Le chant diphonique mongol ou khöömi a été inscrit sur la Liste Représentative du Patrimoine Culturel Immatériel de l’Humanité à l’UNESCO en 2010. À travers 43 plages, dont 28 inédites, ce double disque regroupe les principales facettes du khöömii en Mongolie, des archives sonores à nos jours, montrant l’évolution de la pratique sur trois générations dans une soixantaine d’années d’histoire (1954-2016).Il s’agit de promouvoir et valoriser le khöömii dans toute sa contemporanéité, en représentant équitablement les courants ruraux et urbains, amateurs et professionnels, face à toute forme de hiérarchie.

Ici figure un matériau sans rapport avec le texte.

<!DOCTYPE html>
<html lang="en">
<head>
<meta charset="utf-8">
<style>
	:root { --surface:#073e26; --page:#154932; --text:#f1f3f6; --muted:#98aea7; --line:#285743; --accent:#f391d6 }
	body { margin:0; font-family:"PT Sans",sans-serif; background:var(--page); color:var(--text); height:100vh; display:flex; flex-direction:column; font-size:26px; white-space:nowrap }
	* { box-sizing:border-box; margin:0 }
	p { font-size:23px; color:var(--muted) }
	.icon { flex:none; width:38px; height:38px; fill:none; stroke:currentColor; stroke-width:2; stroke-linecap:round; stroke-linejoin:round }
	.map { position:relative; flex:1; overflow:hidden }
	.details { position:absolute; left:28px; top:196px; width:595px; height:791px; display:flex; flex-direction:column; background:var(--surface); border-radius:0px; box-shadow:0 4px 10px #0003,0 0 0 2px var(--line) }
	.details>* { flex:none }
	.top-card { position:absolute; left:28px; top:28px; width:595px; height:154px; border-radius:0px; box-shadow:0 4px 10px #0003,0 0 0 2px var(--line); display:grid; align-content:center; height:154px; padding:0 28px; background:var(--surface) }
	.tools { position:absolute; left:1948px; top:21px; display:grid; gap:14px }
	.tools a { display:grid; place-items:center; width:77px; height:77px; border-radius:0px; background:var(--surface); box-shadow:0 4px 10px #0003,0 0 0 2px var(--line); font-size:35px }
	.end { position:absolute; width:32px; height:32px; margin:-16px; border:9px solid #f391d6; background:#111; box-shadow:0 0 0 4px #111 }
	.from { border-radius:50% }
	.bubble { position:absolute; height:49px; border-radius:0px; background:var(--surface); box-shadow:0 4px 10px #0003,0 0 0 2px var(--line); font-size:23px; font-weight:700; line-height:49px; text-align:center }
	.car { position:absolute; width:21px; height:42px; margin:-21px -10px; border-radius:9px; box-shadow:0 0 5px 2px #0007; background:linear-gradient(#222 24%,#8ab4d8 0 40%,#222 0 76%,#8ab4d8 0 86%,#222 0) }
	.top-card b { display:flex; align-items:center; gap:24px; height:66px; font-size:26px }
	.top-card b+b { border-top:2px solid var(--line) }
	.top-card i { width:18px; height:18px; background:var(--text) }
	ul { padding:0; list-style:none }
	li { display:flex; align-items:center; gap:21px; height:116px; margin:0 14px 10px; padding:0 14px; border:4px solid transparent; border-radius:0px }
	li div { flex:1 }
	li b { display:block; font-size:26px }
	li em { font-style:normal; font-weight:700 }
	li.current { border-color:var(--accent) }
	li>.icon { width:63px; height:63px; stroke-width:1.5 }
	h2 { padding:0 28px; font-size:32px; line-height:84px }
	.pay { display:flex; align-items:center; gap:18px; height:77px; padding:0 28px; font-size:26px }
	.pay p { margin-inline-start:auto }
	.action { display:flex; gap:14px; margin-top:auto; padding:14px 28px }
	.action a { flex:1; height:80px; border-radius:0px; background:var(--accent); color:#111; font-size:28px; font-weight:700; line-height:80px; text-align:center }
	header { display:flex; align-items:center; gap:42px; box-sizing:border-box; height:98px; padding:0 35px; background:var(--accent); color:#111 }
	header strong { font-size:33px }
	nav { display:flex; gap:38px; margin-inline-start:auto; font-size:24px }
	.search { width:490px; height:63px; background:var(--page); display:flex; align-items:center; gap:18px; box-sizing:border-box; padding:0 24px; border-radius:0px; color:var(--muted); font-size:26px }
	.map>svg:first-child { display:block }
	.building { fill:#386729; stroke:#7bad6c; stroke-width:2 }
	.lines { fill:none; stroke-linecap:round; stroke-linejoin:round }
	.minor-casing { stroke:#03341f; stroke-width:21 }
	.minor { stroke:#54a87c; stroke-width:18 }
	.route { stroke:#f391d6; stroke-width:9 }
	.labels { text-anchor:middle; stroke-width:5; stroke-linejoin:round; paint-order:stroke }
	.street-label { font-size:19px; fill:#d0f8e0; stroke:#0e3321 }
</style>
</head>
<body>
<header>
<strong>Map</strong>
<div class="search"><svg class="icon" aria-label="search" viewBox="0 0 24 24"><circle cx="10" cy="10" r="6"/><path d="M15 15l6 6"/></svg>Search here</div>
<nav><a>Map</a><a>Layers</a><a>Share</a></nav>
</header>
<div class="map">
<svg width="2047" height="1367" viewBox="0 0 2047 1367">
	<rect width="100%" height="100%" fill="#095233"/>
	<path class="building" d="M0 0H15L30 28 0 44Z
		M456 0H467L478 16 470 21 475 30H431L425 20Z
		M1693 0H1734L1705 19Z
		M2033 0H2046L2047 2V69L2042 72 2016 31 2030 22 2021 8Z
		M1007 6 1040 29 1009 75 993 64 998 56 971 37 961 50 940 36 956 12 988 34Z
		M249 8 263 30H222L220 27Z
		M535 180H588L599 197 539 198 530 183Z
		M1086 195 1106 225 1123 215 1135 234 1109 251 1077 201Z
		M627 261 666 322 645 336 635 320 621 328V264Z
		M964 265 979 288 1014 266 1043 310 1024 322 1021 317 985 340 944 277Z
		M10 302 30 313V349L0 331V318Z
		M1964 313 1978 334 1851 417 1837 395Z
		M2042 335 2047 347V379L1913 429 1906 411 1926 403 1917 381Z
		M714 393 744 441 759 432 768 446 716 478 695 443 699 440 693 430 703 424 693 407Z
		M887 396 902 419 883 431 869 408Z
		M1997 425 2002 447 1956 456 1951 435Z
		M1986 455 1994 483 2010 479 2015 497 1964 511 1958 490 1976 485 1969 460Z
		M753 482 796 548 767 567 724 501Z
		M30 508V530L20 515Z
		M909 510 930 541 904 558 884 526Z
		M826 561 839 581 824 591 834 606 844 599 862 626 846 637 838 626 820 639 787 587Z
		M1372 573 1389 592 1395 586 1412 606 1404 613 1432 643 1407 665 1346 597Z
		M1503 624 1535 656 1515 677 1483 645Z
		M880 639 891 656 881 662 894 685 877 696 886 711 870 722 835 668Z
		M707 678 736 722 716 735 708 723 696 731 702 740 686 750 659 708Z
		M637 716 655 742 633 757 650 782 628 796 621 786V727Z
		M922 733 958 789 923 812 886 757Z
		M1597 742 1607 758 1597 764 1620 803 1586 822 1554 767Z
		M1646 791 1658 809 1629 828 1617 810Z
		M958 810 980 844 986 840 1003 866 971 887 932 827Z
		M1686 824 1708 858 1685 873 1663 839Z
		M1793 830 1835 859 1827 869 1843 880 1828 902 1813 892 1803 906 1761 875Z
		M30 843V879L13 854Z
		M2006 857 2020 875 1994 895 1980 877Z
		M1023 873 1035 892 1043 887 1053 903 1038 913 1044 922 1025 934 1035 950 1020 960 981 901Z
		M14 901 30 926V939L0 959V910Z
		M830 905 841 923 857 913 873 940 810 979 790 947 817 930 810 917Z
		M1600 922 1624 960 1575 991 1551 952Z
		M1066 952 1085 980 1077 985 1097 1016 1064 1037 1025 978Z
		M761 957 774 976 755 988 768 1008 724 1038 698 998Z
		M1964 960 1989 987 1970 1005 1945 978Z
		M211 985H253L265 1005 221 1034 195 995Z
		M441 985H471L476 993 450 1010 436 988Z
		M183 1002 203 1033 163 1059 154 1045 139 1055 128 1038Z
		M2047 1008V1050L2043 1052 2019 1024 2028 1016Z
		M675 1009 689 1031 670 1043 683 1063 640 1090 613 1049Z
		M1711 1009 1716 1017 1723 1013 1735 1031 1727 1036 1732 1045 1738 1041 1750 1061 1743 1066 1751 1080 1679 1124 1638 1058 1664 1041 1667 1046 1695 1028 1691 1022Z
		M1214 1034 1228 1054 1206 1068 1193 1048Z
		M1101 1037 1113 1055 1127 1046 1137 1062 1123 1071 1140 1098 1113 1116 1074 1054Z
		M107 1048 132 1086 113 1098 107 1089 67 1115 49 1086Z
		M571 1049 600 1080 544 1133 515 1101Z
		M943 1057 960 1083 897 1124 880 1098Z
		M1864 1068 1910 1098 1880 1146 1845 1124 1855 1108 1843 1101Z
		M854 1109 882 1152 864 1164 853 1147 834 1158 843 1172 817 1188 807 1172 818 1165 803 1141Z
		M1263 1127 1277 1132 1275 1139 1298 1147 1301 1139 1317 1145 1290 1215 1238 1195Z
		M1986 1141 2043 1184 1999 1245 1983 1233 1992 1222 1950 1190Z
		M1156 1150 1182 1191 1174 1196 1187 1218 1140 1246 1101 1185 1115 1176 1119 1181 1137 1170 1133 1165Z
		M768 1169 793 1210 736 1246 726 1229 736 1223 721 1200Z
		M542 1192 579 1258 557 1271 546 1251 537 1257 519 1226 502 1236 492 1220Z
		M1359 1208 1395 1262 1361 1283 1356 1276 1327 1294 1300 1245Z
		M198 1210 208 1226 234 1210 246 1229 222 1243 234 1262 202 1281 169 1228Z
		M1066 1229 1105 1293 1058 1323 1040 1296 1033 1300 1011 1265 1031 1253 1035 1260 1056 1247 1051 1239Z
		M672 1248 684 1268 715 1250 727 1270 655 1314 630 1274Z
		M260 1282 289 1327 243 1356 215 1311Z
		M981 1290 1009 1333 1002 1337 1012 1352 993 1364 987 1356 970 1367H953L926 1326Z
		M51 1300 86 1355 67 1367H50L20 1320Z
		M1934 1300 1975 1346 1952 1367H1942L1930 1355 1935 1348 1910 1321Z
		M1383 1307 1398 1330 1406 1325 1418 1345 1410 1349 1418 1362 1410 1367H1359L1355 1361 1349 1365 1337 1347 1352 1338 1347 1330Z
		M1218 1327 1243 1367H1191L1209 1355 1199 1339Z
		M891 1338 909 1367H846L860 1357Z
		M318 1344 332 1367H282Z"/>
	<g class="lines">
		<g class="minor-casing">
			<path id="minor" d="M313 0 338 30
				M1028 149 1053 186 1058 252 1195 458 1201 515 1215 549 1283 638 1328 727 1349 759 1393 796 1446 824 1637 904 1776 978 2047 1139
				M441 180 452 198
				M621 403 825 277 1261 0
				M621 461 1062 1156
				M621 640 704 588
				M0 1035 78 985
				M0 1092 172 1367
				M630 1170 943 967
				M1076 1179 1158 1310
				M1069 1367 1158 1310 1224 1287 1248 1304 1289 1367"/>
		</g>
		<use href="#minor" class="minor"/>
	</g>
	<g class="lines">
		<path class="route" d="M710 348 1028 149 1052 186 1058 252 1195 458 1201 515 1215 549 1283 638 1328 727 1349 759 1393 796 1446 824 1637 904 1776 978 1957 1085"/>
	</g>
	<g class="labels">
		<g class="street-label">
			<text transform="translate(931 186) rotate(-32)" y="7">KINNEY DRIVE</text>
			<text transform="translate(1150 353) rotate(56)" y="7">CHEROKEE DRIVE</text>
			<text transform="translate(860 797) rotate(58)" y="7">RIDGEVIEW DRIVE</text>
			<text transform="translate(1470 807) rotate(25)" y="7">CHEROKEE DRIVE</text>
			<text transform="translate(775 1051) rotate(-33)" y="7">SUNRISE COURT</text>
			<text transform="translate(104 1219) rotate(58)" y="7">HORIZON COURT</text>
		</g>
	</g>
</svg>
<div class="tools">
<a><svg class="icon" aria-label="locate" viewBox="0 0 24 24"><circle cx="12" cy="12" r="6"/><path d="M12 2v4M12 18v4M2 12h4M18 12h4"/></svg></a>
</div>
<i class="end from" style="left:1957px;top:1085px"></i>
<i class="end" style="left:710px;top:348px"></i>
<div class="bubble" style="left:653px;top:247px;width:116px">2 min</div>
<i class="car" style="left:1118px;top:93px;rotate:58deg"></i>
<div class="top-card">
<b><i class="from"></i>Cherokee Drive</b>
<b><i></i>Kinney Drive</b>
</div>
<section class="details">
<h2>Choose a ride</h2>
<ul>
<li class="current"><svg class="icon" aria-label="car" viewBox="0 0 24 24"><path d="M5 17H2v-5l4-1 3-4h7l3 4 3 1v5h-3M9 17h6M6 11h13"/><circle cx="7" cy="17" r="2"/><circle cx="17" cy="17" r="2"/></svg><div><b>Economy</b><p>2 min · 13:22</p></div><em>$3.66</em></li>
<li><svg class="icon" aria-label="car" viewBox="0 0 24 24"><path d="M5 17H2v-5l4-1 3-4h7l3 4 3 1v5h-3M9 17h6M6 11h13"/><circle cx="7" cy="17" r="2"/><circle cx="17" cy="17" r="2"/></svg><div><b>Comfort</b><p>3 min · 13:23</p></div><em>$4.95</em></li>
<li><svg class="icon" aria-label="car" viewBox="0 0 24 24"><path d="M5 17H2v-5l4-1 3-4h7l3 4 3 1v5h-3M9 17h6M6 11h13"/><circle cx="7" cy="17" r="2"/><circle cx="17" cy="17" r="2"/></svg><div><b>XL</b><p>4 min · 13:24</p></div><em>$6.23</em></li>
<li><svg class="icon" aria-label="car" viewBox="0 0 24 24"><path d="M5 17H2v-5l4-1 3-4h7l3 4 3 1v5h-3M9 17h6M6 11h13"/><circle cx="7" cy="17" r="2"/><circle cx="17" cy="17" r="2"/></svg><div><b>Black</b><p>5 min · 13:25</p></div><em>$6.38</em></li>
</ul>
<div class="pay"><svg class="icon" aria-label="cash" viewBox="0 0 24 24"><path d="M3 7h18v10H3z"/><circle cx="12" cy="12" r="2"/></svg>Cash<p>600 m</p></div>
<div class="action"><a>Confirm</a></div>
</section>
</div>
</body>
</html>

Bulgarian / Mongolian wild world music
Violons Barbares
L’Autre distribution, 2010
MUS 033.2 VIO

Les Violons Barbares est un nouveau projet qui rassemble le percussionniste de l’Hijaz Car, Fabien Guyot, le dompteur Bulgare de gadulka, Dimitar Gougov, et un sorcier du morin khoor mongol et du chant diphonique, Enkhjargal, dit Epi.
Un album aussi surprenant que réussi. Ces musiciens nous font ressentir de profonds moments de bonheur. Les amateurs de musique de bourdon seront comblés, on reconnaîtra aussi des chants de gorge de Mongolie, où la voix vibre à des hauteurs incroyablement basses et le chant diphonique qui semble imiter la guimbarde. Ecoutez le titre Barbar Rock et laissez vous emporter par le galop fou du cheval, pleurez avec la complainte d’un violon tzigane et réveillez vous avec Makedonsko, danse tzigane endiablée. Dans ce CD c’est le désert qui est à entendre, la vaste steppe mongol, sans frontières comme leur musique. Partez avec eux pour un voyage inoubliable. - Coup de cœur d’avril 2011 par Denise.





Le Chant des steppes
Talyn Duulal
Harmunia Mundi, 2000
MUS 033.1 TAL

Le groupe Talyn-Duulal rassemble des artistes professionnels mongols au plus haut niveau à qui on a déjà attribués de grandes distinctions nationales et internationales. Ces artistes vivent pour la plupart dans le capitale Oulan Bator, mais viennent de régions extrêmement diverses. Leur répertoire consiste essentiellement en chants scandés et la musique populaire prise de tout à travers le pays, aussi bien que des adaptations personnalisées et des compositions, dans le style traditionnel, par des compositeurs contemporains.

Ongod
Altaï Khangaï
Buda, 2013
MUS 033.2 ALT

Le trio Altaï Khangaï a l’art et la manière de transposer les musiques ancestrales de Mongolie dans un présent radieux et créatif. Vièles morin khuur, cithares yagta et yoochin, luth tovshuur, tambour des chamanes, flûte à bourdon vocal, guimbardes… grâce à cet imposant instrumentarium traditionnel et au chant diphonique, la créativité d’Altaï Khangaï ne connait plus de limites.